Scott, Graham et al. (2020). Coordinated changes across the O2 transport pathway underlie adaptive increases in thermogenic capacity in high-altitude deer mice [Dataset]. Dryad. https://doi.org/10.5061/dryad.rjdfn2z7d

Abstract

Animals native to the hypoxic and cold environment at high altitude provide an excellent opportunity to elucidate the integrative mechanisms underlying the adaptive evolution of complex traits. The capacity for aerobic thermogenesis can be a critical determinant of survival for small mammals at high altitude, but the physiological mechanisms underlying the evolution of thermogenic capacity remain unresolved.
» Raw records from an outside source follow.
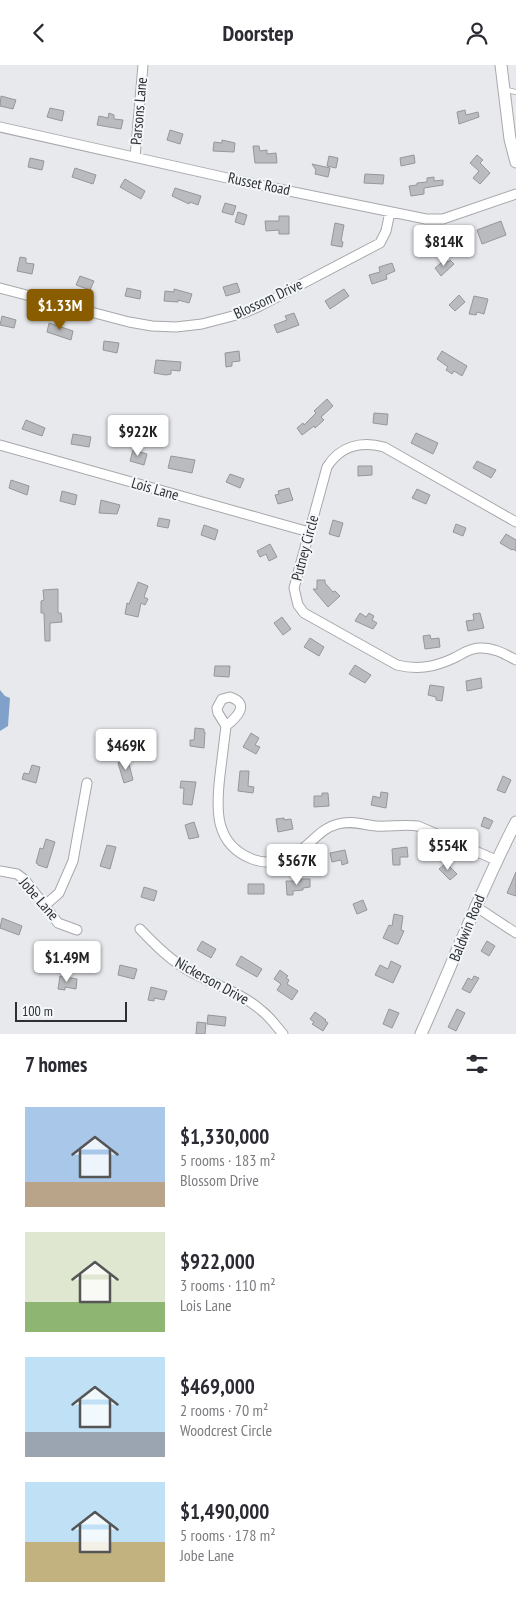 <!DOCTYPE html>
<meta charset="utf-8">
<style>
:root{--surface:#fff;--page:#f7f7f7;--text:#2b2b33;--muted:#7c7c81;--accent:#895c00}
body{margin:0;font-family:"PT Sans Narrow",sans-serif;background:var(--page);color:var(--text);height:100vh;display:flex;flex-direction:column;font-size:19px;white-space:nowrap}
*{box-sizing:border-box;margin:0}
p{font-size:16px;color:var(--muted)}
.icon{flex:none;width:28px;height:28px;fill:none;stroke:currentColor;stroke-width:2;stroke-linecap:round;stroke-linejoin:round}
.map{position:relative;height:969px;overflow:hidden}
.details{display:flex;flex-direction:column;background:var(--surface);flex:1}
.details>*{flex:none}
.scale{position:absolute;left:15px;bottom:12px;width:112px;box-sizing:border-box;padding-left:5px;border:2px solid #2e2f30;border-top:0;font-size:14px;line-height:18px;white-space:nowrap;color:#2e2f30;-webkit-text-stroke:4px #f4f7fa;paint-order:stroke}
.price{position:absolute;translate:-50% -42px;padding:0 11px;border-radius:5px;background:#fff;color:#222;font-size:16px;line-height:32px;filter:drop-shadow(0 1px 2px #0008)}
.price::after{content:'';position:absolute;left:50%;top:30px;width:15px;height:11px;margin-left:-8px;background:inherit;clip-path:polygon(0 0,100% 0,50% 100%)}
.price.active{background:var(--accent);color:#fff}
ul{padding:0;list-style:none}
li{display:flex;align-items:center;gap:15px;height:125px;padding:0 25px}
li span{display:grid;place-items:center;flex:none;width:140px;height:100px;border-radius:0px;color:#555}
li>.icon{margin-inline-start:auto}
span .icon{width:60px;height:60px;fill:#fffc;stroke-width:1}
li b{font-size:21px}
h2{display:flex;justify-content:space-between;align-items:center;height:60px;padding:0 25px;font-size:21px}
header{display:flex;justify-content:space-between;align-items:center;height:65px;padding:0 25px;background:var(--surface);font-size:22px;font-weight:700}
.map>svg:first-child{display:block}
.water{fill:#81a1cb}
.building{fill:#b9bbbe;stroke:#95979a}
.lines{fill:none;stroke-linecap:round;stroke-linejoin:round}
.service-casing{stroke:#a6a8ab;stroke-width:6}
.minor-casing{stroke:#a6a8ab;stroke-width:11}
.tertiary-casing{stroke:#a6a8ab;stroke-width:13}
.service{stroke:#fff;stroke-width:4.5}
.minor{stroke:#fff;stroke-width:9}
.tertiary{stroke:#fff;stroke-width:11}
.labels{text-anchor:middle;stroke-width:4;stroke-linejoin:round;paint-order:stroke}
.street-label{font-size:15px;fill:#2e2f30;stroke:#f4f7fa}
</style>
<header><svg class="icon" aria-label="back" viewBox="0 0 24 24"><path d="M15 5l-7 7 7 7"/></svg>Doorstep<svg class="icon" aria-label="person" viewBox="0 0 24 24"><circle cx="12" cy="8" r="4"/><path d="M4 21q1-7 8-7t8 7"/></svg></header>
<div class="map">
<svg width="516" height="969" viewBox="0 0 516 969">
<rect width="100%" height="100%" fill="#e7e9ed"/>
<path class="water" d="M0,625L5,631L10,633L8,661L0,666Z"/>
<path class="building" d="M1,31L16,35L13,44L0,41Z
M50,43L64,46L62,56L47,52Z
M465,45L466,50L478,47L479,52L459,59L457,47Z
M109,48L114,50V54L123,55L121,64L97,60L99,51L108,53Z
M170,65L183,69L180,79L167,75Z
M222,75L235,78L234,87L213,86L214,77L222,78Z
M253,81H259L260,86L267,85V89L276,88L277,98H255Z
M414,90L415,98L401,101L400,93Z
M477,90L483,95L480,98L490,108L480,119L473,113L479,106L470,98Z
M329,91L338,93L336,103L327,101Z
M30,93L44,96L42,105L28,102Z
M312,99L330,103L328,112L315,109L316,105Z
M75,103L96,110L93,119L72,112Z
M365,109L384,110L383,119L364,118Z
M434,112V116L443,115V120L424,123V129L411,131L409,121L417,120V118L427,117V113Z
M125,114L145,126L141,134L120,122Z
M175,123L201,131L198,140L190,137L189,139L172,131Z
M225,138L236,141L233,150L222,147Z
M238,147L247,150L244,160L235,157Z
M279,151H289V169H279V165L266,166L265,156H279Z
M501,156L506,170L482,179L477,165Z
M335,158L344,160L341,176L343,177L342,182L331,180Z
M20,192L26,193V198L34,199L32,209L17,206Z
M446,194L448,197L450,195L454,199L441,211L435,203Z
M392,198L395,206L386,210L387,214L372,219L369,210L380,207L379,202Z
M80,211L94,216L90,225L76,220Z
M237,218L240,227L226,231L223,222Z
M127,223L141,226L140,234L125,231Z
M174,224L192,229L189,238L178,235V237L164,236L165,226L174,227Z
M344,224L349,231L330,244L325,236Z
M459,230L465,237L455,246L449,240Z
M474,231L488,234L484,249L477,247L476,250L469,249Z
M294,248L299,260L277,268L274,260L287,255L285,251Z
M2,251L16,255L14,263L0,260Z
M49,258L73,266L71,275L47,267Z
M104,276L119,278L117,288L103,285Z
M239,286L240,296L232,297V301L226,302L225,288Z
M442,286L467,301L462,311L454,306L452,309L446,305L448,302L437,294Z
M156,295L181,297L180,306L171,305V309L166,310L154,308Z
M327,334L333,341L321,352L324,355L315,363L314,361L302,370L297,363L303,358L304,360L316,348L314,346Z
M374,348L388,349L387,360L373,358Z
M26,355L45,363L42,371L22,364Z
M416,368L438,378L433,389L411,378Z
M73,369L91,372L89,382L71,379Z
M133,385L147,389L144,400L130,396Z
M171,391L195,395L192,408L168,403Z
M477,396L496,405L491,413L473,403Z
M358,401H372V410L358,411Z
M230,409L244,414L240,423L226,417Z
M11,415L29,421L27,430L9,423Z
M289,423L293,435L278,439L275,430L279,429L278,426Z
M417,424L430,430L426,439L412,433Z
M62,426L77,430L75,440L60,436Z
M101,435L120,440L117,449L99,448Z
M159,453L170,455L168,463L157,461Z
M333,455L343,458L339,472L329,469Z
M456,459L466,463L463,471L453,467Z
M204,460L218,465L215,475L201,470Z
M506,469L516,475V486L513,484L512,485L500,478Z
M270,479L277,492L269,496L266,489L260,492L257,486Z
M317,515H325V518L333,527L335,526L340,531L328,542L313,524H317Z
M138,517L148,521L144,532L148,534L145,540L141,538L138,552L125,549L127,538L129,539Z
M58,524V548H61L62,557L50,558V576H45L44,548H41V536L44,535L43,525Z
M360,548L366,552L369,548L374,551L372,555L377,558L373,564L355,556Z
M480,548L484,563L468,566L466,556L474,555L473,549Z
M282,552L291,564L283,570L274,558Z
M430,570L431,574L439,573L440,582L425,584L423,571Z
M310,573L324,582L319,591L304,582Z
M355,600L371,610L365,618L349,609Z
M215,601H230L229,612L214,611Z
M481,613L482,623L467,626L466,616Z
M430,620L444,622L442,636L436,635V632L428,630Z
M195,663L204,664V667H205L204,683L190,681V675H194Z
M251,668L259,673L255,680L260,682L256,689L243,682Z
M128,695L133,715L124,718L118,698Z
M32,700L40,702L36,718L22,714L24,708L29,709Z
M240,706H249L248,721L254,722L253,728L238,726Z
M503,711L511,715L505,728L497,725Z
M181,716L196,717L192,740L183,739L184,723H180Z
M381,727L388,728L386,743L371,740L373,731L380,733Z
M322,728H328L329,741L314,742V731H322Z
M484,752L493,756L489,764L481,761Z
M284,753V755L291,754L293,764L278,767L276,754Z
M194,757L199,772L189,774L185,760Z
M46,774L55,777L47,803L38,800V799L36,798L40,783L43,784Z
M107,780L116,782L110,804L100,801Z
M407,782L408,792H400V800H393L392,784Z
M345,785L348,798L342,800L341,795L332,797L330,788Z
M446,798L457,809L450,815L439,804Z
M516,807V831L507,828Z
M301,814H310V822L303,823V825L293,826V830H287L286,816H301Z
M248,819H264V829H248Z
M144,822L157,826L154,836L141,832Z
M363,835L367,845L357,849L353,839Z
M394,849L403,851L401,865L404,866L398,879H396L383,873L389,860L392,861Z
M2,853L22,861L19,870L0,863Z
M202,876L216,884L211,893L197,885Z
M487,876L495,881L489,891L481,886Z
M241,891L262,904L257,912L236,900Z
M391,896L401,901L393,918L375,910L380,900L388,904Z
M120,900L137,904L134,914L118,910Z
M280,905L288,911L286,913L289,915L287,919L298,926L292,935L277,925L281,919L274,914Z
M60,911L77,914L76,924L65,922V925L58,924Z
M474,911L479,913L470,928L462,924L468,913L472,915Z
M151,922L167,926L164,935L154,933V936L148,935Z
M389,944L399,948L392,963L383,959Z
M457,944L465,948L456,966L448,962Z
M315,947L326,955L325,956L328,958L323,966L312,959L314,957L310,954Z
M208,950L226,952L225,961L207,959Z
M197,957L206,958L205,969H196Z"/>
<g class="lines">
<g class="service-casing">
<path id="service" d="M506,25L516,27"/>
</g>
<g class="minor-casing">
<path id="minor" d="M0,62L245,117L426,154H443L516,129
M135,92L143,0
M0,223L129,257L152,261L176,262L202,259L244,248L260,241L380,178L386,166L390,147
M0,380L309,467
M516,457L384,382C361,376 340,381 327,402L294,523L298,540L304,548L397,600C418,605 435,602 454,593C462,589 470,583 479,583C493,582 505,589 516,595
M226,661L218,648L217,643L222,634L230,632C251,639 236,653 226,661C224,677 222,694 220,710C216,744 214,779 252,794C265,799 280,798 292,791C310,782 318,764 338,759C352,755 363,760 376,761C390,762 403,759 418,761L496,795
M0,806L17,809L25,815L58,858L77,865
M44,841L59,828L73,796L87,718
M475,841L516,868
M140,864C155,880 171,896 191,907C214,920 241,927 262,946C270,952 276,961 283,969"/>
</g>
<g class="tertiary-casing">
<path id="tertiary" d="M501,0L510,74L516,97
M421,969C453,898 480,826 516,757"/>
</g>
<use href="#service" class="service"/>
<use href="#minor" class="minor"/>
<use href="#tertiary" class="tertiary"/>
</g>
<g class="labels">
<g class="street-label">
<text transform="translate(139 46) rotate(-85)" y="5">Parsons Lane</text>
<text transform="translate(259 119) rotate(12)" y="5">Russet Road</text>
<text transform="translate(268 234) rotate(-25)" y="5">Blossom Drive</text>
<text transform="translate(155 424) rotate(16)" y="5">Lois Lane</text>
<text transform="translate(305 483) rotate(-75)" y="5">Putney Circle</text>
<text transform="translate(39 834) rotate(49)" y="5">Jobe Lane</text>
<text transform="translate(467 863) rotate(-68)" y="5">Baldwin Road</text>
<text transform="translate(212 916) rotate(29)" y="5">Nickerson Drive</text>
</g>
</g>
</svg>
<div class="scale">100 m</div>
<b class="price" style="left:444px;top:202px">$814K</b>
<b class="price active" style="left:60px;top:266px">$1.33M</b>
<b class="price" style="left:138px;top:392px">$922K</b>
<b class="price" style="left:126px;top:706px">$469K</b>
<b class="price" style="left:448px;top:806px">$554K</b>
<b class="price" style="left:297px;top:821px">$567K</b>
<b class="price" style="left:67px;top:918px">$1.49M</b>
</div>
<section class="details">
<h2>7 homes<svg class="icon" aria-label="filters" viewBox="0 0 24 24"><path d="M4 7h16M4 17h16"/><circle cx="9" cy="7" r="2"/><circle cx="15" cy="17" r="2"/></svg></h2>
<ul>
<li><span style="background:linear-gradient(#a9c7e8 75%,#b9a48a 0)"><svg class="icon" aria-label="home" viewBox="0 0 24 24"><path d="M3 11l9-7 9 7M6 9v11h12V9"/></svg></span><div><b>$1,330,000</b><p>5 rooms · 183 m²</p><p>Blossom Drive</p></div></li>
<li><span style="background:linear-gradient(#dfe7d0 70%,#8fb573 0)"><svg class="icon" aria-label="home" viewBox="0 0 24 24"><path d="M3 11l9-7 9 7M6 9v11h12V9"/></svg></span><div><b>$922,000</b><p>3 rooms · 110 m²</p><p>Lois Lane</p></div></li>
<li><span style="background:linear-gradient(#bfe0f5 75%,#9aa5b1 0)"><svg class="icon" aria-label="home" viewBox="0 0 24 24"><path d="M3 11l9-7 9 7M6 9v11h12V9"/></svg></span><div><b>$469,000</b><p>2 rooms · 70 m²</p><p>Woodcrest Circle</p></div></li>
<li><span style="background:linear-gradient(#bfe0f5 60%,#c2b280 0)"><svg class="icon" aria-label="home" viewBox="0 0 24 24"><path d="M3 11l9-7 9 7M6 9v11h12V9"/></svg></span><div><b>$1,490,000</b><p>5 rooms · 178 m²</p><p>Jobe Lane</p></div></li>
</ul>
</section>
We examined this issue by comparing high-altitude deer mice (Peromyscus maniculatus) to low-altitude deer mice and white-footed mice (P. leucopus). Mice were bred in captivity and adults were acclimated to each of four treatments: warm (25°C) normoxia; warm hypoxia (12 kPa O2); cold (5°C) normoxia; or cold hypoxia. Acclimation to hypoxia and/or cold increased thermogenic capacity, but hypoxia acclimation led to much greater increases in thermogenic capacity in highlanders than in lowlanders. The high thermogenic capacity of highlanders was associated with increases in pulmonary O2 extraction, arterial O2 saturation, cardiac output, stroke volume, and arterial-venous O2 difference. These mechanisms underlying the evolution of enhanced thermogenic capacity in highlanders were partially distinct from those underlying the ancestral acclimation responses of lowlanders. Environmental adaptation has thus enhanced phenotypic plasticity and expanded the physiological toolkit for coping with the challenges at high altitude.

Methods

Data were collected from Peromyscus mice during acute exposure to cold hypoxic heliox. See publication for a detailed description of the methods used to collect the data.

Usage notes

Not all measurements were made on every individual mouse, as described in the main paper and supplementary materials for the publication.